There is a tight equilibrium between Aβ efflux and influx across the BBB that is disrupted in AD and leads to accumulation of toxic protein aggregates. This equilibrium requires degradation of Aβ by insulin degrading enzyme and neprilysin, Aβ transport across the BBB into the brain by receptor for advanced glycation end products (RAGE), and transport out of the brain by low-density lipoprotein receptor-related protein 1 (LRP-1). LRP-1 is found on endothelial cells, vascular smooth muscle cells, glia, and neurons.⁶³ Lower levels of LRP-1 expression in endothelial cells at the BBB have been reported in both normal aging and in AD patients, and have been shown to be upregulated by PE.⁶⁴ Inversely, RAGE levels in endothelial cells and neurons are increased in normal aging and AD,⁶⁵ causing more Aβ to accumulate in the brain parenchyma. Interestingly, RAGE levels have been shown to decrease following PE.⁶⁴ Hypoperfusion has also been linked to increased levels of Aβ and hyperphosphorylated tau in the 3xTg-AD mouse (homozygous for the presenilin1, Psen1, mutation and homozygous for the Swedish APP and tauP301L transgenes) following bilateral common carotid artery occlusion.⁶⁶

Aside from receptors and enzymes, another factor that may contribute to clearance efficiency is CBF. It is not yet clear whether global CBF increases during PE. This is in part due to differences in methodology and timing of CBF measurements, length of interventions, and it also appears to vary by species. Despite a number of studies reporting no change in CBF following PE, or only region-specific increases in CBF,⁶⁷ there is a general consensus that PE of a moderate intensity (approximately 60% maximal oxygen uptake) improves global CBF,^68,69 particularly in humans.

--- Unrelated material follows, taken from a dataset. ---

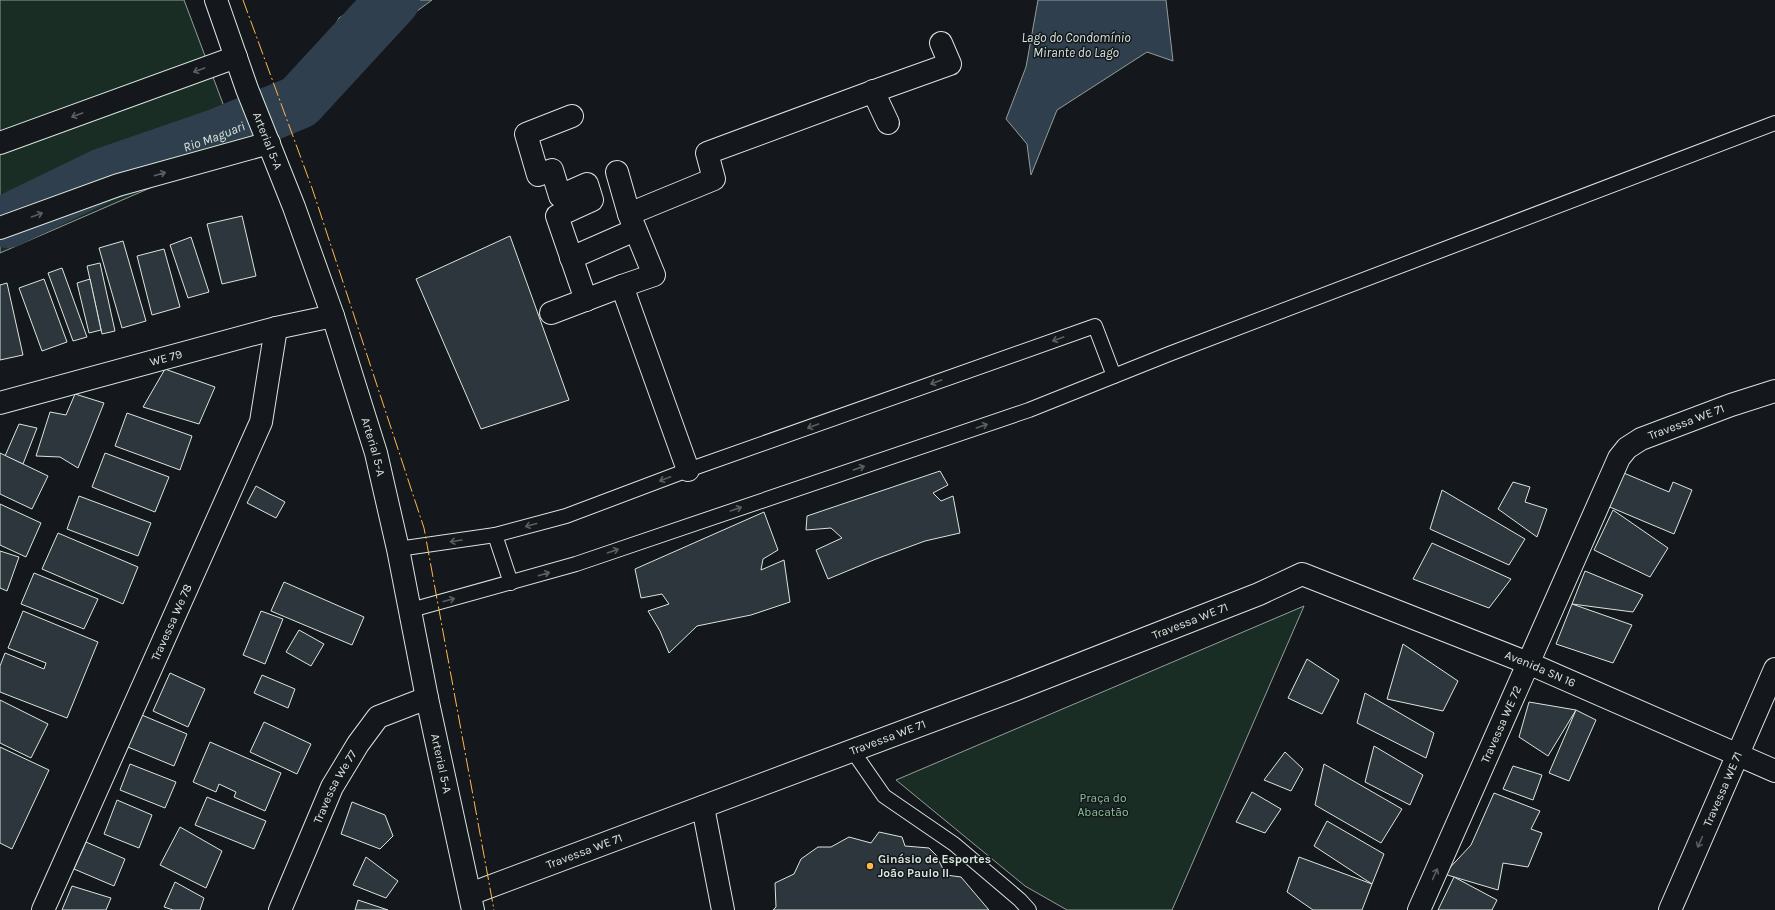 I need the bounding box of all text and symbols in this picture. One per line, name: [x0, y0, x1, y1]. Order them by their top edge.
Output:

This improvement in CBF could diminish the effects of hypoperfusion, which may assist in Aβ and tau clearance. Very recently, lack of eNOS in APP/PS1 transgenic mice (Tg2576 mouse crossed with mice that overexpress human Psen-1 with the M146L mutation) led to increased levels of hyperphosphorylated tau,⁷⁰ and PE has been demonstrated to increase eNOS levels,⁴³ which could therefore assist in maintaining tau homeostasis.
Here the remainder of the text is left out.